TRY IT: Retype all of the data shown below, keeping every character the same.

DATA IN THIS EXERCISE:

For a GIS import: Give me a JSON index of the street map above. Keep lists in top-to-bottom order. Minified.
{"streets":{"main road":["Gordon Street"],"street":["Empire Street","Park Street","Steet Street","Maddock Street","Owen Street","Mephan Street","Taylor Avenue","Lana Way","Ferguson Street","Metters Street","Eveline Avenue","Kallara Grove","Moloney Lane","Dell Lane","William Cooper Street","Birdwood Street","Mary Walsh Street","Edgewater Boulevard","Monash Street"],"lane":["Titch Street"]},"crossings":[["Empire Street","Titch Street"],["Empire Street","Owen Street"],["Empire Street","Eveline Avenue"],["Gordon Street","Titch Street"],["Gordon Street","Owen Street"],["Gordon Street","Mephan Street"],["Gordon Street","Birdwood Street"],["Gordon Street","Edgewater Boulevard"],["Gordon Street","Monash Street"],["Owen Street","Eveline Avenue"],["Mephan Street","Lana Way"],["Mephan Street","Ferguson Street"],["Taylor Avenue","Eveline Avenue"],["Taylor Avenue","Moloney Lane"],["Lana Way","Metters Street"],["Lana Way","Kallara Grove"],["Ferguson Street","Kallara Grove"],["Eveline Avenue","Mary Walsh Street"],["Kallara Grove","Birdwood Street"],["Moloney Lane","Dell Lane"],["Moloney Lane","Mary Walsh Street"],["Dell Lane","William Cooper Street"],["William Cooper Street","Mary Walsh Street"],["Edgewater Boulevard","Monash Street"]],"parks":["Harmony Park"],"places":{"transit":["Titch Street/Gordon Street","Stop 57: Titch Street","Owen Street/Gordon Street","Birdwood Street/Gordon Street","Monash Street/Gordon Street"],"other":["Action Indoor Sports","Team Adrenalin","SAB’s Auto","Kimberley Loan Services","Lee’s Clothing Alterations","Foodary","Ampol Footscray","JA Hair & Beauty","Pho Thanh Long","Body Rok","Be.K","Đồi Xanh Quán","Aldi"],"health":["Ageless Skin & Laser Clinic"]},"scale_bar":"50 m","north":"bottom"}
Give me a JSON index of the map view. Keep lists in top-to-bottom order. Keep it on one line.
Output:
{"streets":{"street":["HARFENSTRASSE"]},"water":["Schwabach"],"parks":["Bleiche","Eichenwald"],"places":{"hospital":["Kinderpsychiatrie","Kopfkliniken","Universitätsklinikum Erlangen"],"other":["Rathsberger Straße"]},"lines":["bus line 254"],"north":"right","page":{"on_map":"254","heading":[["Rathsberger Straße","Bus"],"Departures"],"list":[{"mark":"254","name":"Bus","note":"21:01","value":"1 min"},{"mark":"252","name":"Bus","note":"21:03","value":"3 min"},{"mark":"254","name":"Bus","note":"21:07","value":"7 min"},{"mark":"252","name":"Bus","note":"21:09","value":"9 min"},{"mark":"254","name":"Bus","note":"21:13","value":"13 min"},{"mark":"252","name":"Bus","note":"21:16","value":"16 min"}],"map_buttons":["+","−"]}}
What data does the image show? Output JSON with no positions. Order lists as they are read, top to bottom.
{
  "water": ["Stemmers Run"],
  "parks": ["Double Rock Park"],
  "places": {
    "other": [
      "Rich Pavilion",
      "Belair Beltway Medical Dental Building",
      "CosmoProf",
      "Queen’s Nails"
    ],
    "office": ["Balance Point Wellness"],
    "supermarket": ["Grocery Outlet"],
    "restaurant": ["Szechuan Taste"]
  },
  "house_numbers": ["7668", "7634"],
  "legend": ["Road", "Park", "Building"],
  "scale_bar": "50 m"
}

OUTPUT FOR THIS EXERCISE:
For a GIS import: Give me a JSON index of the street map above. Keep lists in top-to-bottom order. Minified.
{"streets":{"main road":["Gordon Street"],"street":["Empire Street","Park Street","Steet Street","Maddock Street","Owen Street","Mephan Street","Taylor Avenue","Lana Way","Ferguson Street","Metters Street","Eveline Avenue","Kallara Grove","Moloney Lane","Dell Lane","William Cooper Street","Birdwood Street","Mary Walsh Street","Edgewater Boulevard","Monash Street"],"lane":["Titch Street"]},"crossings":[["Empire Street","Titch Street"],["Empire Street","Owen Street"],["Empire Street","Eveline Avenue"],["Gordon Street","Titch Street"],["Gordon Street","Owen Street"],["Gordon Street","Mephan Street"],["Gordon Street","Birdwood Street"],["Gordon Street","Edgewater Boulevard"],["Gordon Street","Monash Street"],["Owen Street","Eveline Avenue"],["Mephan Street","Lana Way"],["Mephan Street","Ferguson Street"],["Taylor Avenue","Eveline Avenue"],["Taylor Avenue","Moloney Lane"],["Lana Way","Metters Street"],["Lana Way","Kallara Grove"],["Ferguson Street","Kallara Grove"],["Eveline Avenue","Mary Walsh Street"],["Kallara Grove","Birdwood Street"],["Moloney Lane","Dell Lane"],["Moloney Lane","Mary Walsh Street"],["Dell Lane","William Cooper Street"],["William Cooper Street","Mary Walsh Street"],["Edgewater Boulevard","Monash Street"]],"parks":["Harmony Park"],"places":{"transit":["Titch Street/Gordon Street","Stop 57: Titch Street","Owen Street/Gordon Street","Birdwood Street/Gordon Street","Monash Street/Gordon Street"],"other":["Action Indoor Sports","Team Adrenalin","SAB’s Auto","Kimberley Loan Services","Lee’s Clothing Alterations","Foodary","Ampol Footscray","JA Hair & Beauty","Pho Thanh Long","Body Rok","Be.K","Đồi Xanh Quán","Aldi"],"health":["Ageless Skin & Laser Clinic"]},"scale_bar":"50 m","north":"bottom"}
Give me a JSON index of the map view. Keep lists in top-to-bottom order. Keep it on one line.
Output:
{"streets":{"street":["HARFENSTRASSE"]},"water":["Schwabach"],"parks":["Bleiche","Eichenwald"],"places":{"hospital":["Kinderpsychiatrie","Kopfkliniken","Universitätsklinikum Erlangen"],"other":["Rathsberger Straße"]},"lines":["bus line 254"],"north":"right","page":{"on_map":"254","heading":[["Rathsberger Straße","Bus"],"Departures"],"list":[{"mark":"254","name":"Bus","note":"21:01","value":"1 min"},{"mark":"252","name":"Bus","note":"21:03","value":"3 min"},{"mark":"254","name":"Bus","note":"21:07","value":"7 min"},{"mark":"252","name":"Bus","note":"21:09","value":"9 min"},{"mark":"254","name":"Bus","note":"21:13","value":"13 min"},{"mark":"252","name":"Bus","note":"21:16","value":"16 min"}],"map_buttons":["+","−"]}}
What data does the image show? Output JSON with no positions. Order lists as they are read, top to bottom.
{
  "water": ["Stemmers Run"],
  "parks": ["Double Rock Park"],
  "places": {
    "other": [
      "Rich Pavilion",
      "Belair Beltway Medical Dental Building",
      "CosmoProf",
      "Queen’s Nails"
    ],
    "office": ["Balance Point Wellness"],
    "supermarket": ["Grocery Outlet"],
    "restaurant": ["Szechuan Taste"]
  },
  "house_numbers": ["7668", "7634"],
  "legend": ["Road", "Park", "Building"],
  "scale_bar": "50 m"
}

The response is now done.